- **Prompt**
Run through the data and copy out every line that mentions the word "tools".

Data extracts START

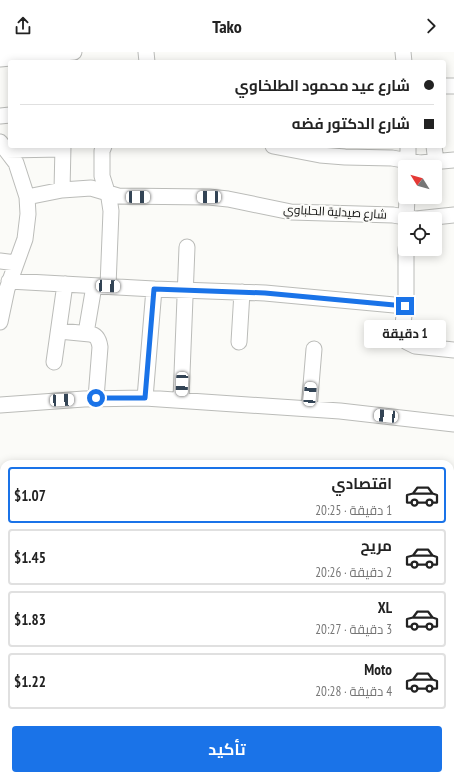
<!DOCTYPE html>
<html lang="ar">
<meta charset="utf-8">
<style>
:root{--surface:#fff;--page:#f2f2f2;--text:#222;--muted:#767676;--line:#e0e0e0;--accent:#1a73e8}
body{margin:0;font-family:"PT Sans Narrow",Cairo,sans-serif;background:var(--page);color:var(--text);direction:rtl;height:100vh;display:flex;flex-direction:column;font-size:15px;white-space:nowrap}
*{box-sizing:border-box;margin:0}
p{font-size:13px;color:var(--muted)}
.icon{flex:none;width:22px;height:22px;fill:none;stroke:currentColor;stroke-width:2;stroke-linecap:round;stroke-linejoin:round}
.map{position:relative;flex:1;overflow:hidden;direction:ltr}
.sheet{position:absolute;left:0px;top:408px;width:454px;height:320px;display:flex;flex-direction:column;background:var(--surface);border-radius:12px 12px 0 0;box-shadow:0 2px 10px #0003;direction:rtl}
.sheet>*{flex:none}
.top-card{position:absolute;left:8px;top:8px;width:438px;height:88px;border-radius:4px;box-shadow:0 2px 10px #0003;direction:rtl;display:grid;align-content:center;height:88px;padding:0 12px;background:var(--surface)}
.needle{width:26px;rotate:307deg}
.tools{position:absolute;left:398px;top:108px;display:grid;gap:8px}
.tools a{display:grid;place-items:center;width:44px;height:44px;border-radius:4px;background:var(--surface);box-shadow:0 2px 10px #0003;font-size:20px}
.end{position:absolute;width:18px;height:18px;margin:-9px;border:5px solid #1a73e8;background:#fff;box-shadow:0 0 0 2px #fff}
.from{border-radius:50%}
.bubble{position:absolute;height:28px;border-radius:4px;background:var(--surface);box-shadow:0 2px 10px #0003;font-size:13px;font-weight:700;line-height:28px;text-align:center;direction:rtl}
.car{position:absolute;width:12px;height:24px;margin:-12px -6px;border-radius:5px;box-shadow:0 0 3px 1px #0007;background:linear-gradient(#fff 24%,#345 0 40%,#fff 0 76%,#345 0 86%,#fff 0)}
.top-card b{display:flex;align-items:center;gap:14px;height:38px;font-size:15px}
.top-card b+b{border-top:1px solid var(--line)}
.top-card i{width:10px;height:10px;background:var(--text)}
ul{padding:7px 0 0;list-style:none}
li{display:flex;align-items:center;gap:12px;height:56px;margin:0 8px 6px;padding:0 4px;border:2px solid var(--line);border-radius:4px}
li div{flex:1}
li b{display:block;font-size:15px}
li em{font-style:normal;font-weight:700}
li.on{border-color:var(--accent)}
li>.icon{width:36px;height:36px;stroke-width:1.5}
.action{display:flex;gap:8px;margin-top:auto;padding:8px 12px}
.action a{flex:1;height:46px;border-radius:4px;background:var(--accent);color:#fff;font-size:16px;font-weight:700;line-height:46px;text-align:center}
header{display:flex;justify-content:space-between;align-items:center;height:52px;padding:0 12px;background:var(--surface);font-size:18px;font-weight:700}
.map>svg:first-child{display:block}
</style>
<header><svg class="icon" aria-label="forward" viewBox="0 0 24 24"><path d="M9 5l7 7-7 7"/></svg>Tako<svg class="icon" aria-label="share" viewBox="0 0 24 24"><path d="M12 15V3M7 8l5-5 5 5M5 13v7h14v-7"/></svg></header>
<div class="map">
<svg width="454" height="728" viewBox="0 0 454 728">
<rect width="100%" height="100%" fill="#fbfbf8"/>
<g fill="none" stroke-linecap="round" stroke-linejoin="round">
<defs>
<path id="street" d="M 146,0 L 147,10
M 403,0 L 404,10
M 0,7 L 74,0
M 444,34 L 454,34
M 0,64 L 10,63
M 0,90 L 16,111 L 27,145 L 28,162 L 25,187 L 7,237 L 0,270
M 104,94 L 102,99 L 102,124 L 109,146 L 111,159 L 108,234
M 273,94 L 320,103 L 345,105 L 392,106 L 420,111 L 454,108
M 434,94 L 436,110
M 6,98 L 63,97
M 408,115 L 408,94
M 62,138 L 63,94
M 27,145 L 62,138 L 91,136 L 118,144 L 209,145 L 228,147 L 291,160 L 393,163 L 416,167 L 454,163
M 406,167 L 407,145
M 406,197 L 406,243 L 402,283 L 407,290 L 415,294 L 454,298
M 0,209 L 16,211
M 9,229 L 154,237 L 265,241 L 405,254
M 59,279 L 90,282 C 97,283 99,288 100,295 L 96,346
M 86,281 L 94,234
M 239,290 L 242,240
M 54,310 L 65,232
M 145,346 L 154,237
M 181,347 L 187,195
M 0,353 L 84,347 L 145,346 L 340,359 L 454,372
M 309,357 L 314,297
M 0,463 L 4,463
M 450,473 L 454,473
M 0,538 L 4,538
M 450,567 L 454,567
M 0,598 L 4,598
M 0,628 L 1,665
M 450,644 L 454,644
M 30,724 L 30,728
M 88,724 L 88,728
M 145,724 L 146,728
M 226,724 L 226,728
M 288,724 L 288,728
M 326,728 L 344,728"/>
</defs>
<use href="#street" stroke="#bbbcb9" stroke-width="17"/>
<use href="#street" stroke="#fff" stroke-width="15"/>
</g>
<g fill="none" stroke-linecap="round" stroke-linejoin="round">
<path stroke="#1a73e8" stroke-width="5" d="M 96,346 L 145,346 L 154,237 L 265,241 L 405,254"/>
</g>
<g text-anchor="middle" stroke-width="4" stroke-linejoin="round" paint-order="stroke">
<g font-size="12" fill="#0d0d0c" stroke="#fbfbf8">
<text transform="translate(335 160) rotate(3)" y="4">شارع صيدلية الحلباوي</text>
</g>
</g>
</svg>
<div class="tools">
<a><svg class="needle" viewBox="-14 -14 28 28"><path d="M0-13l5 13h-10z" fill="#e53935"/><path d="M0 13l5-13h-10z" fill="#767676"/></svg></a>
<a><svg class="icon" aria-label="locate" viewBox="0 0 24 24"><circle cx="12" cy="12" r="6"/><path d="M12 2v4M12 18v4M2 12h4M18 12h4"/></svg></a>
</div>
<i class="end from" style="left:96px;top:346px"></i>
<i class="end" style="left:405px;top:254px"></i>
<div class="bubble" style="left:364px;top:268px;width:82px">1 دقيقة</div>
<i class="car" style="left:138px;top:145px;rotate:90deg"></i>
<i class="car" style="left:209px;top:145px;rotate:270deg"></i>
<i class="car" style="left:108px;top:234px;rotate:93deg"></i>
<i class="car" style="left:182px;top:332px;rotate:182deg"></i>
<i class="car" style="left:310px;top:342px;rotate:5deg"></i>
<i class="car" style="left:62px;top:348px;rotate:87deg"></i>
<i class="car" style="left:386px;top:364px;rotate:276deg"></i>
<div class="top-card">
<b><i class="from"></i>شارع عيد محمود الطلخاوي</b>
<b><i></i>شارع الدكتور فضه</b>
</div>
<section class="sheet">
<ul>
<li class="on"><svg class="icon" aria-label="car" viewBox="0 0 24 24"><path d="M5 17H2v-5l4-1 3-4h7l3 4 3 1v5h-3M9 17h6M6 11h13"/><circle cx="7" cy="17" r="2"/><circle cx="17" cy="17" r="2"/></svg><div><b>اقتصادي</b><p>1 دقيقة · 20:25</p></div><em>$1.07</em></li>
<li><svg class="icon" aria-label="car" viewBox="0 0 24 24"><path d="M5 17H2v-5l4-1 3-4h7l3 4 3 1v5h-3M9 17h6M6 11h13"/><circle cx="7" cy="17" r="2"/><circle cx="17" cy="17" r="2"/></svg><div><b>مريح</b><p>2 دقيقة · 20:26</p></div><em>$1.45</em></li>
<li><svg class="icon" aria-label="car" viewBox="0 0 24 24"><path d="M5 17H2v-5l4-1 3-4h7l3 4 3 1v5h-3M9 17h6M6 11h13"/><circle cx="7" cy="17" r="2"/><circle cx="17" cy="17" r="2"/></svg><div><b>XL</b><p>3 دقيقة · 20:27</p></div><em>$1.83</em></li>
<li><svg class="icon" aria-label="car" viewBox="0 0 24 24"><path d="M5 17H2v-5l4-1 3-4h7l3 4 3 1v5h-3M9 17h6M6 11h13"/><circle cx="7" cy="17" r="2"/><circle cx="17" cy="17" r="2"/></svg><div><b>Moto</b><p>4 دقيقة · 20:28</p></div><em>$1.22</em></li>
</ul>
<div class="action"><a>تأكيد</a></div>
</section>
</div>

Data extracts END

- **Finished task**
.tools{position:absolute;left:398px;top:108px;display:grid;gap:8px}
.tools a{display:grid;place-items:center;width:44px;height:44px;border-radius:4px;background:var(--surface);box-shadow:0 2px 10px #0003;font-size:20px}
<div class="tools">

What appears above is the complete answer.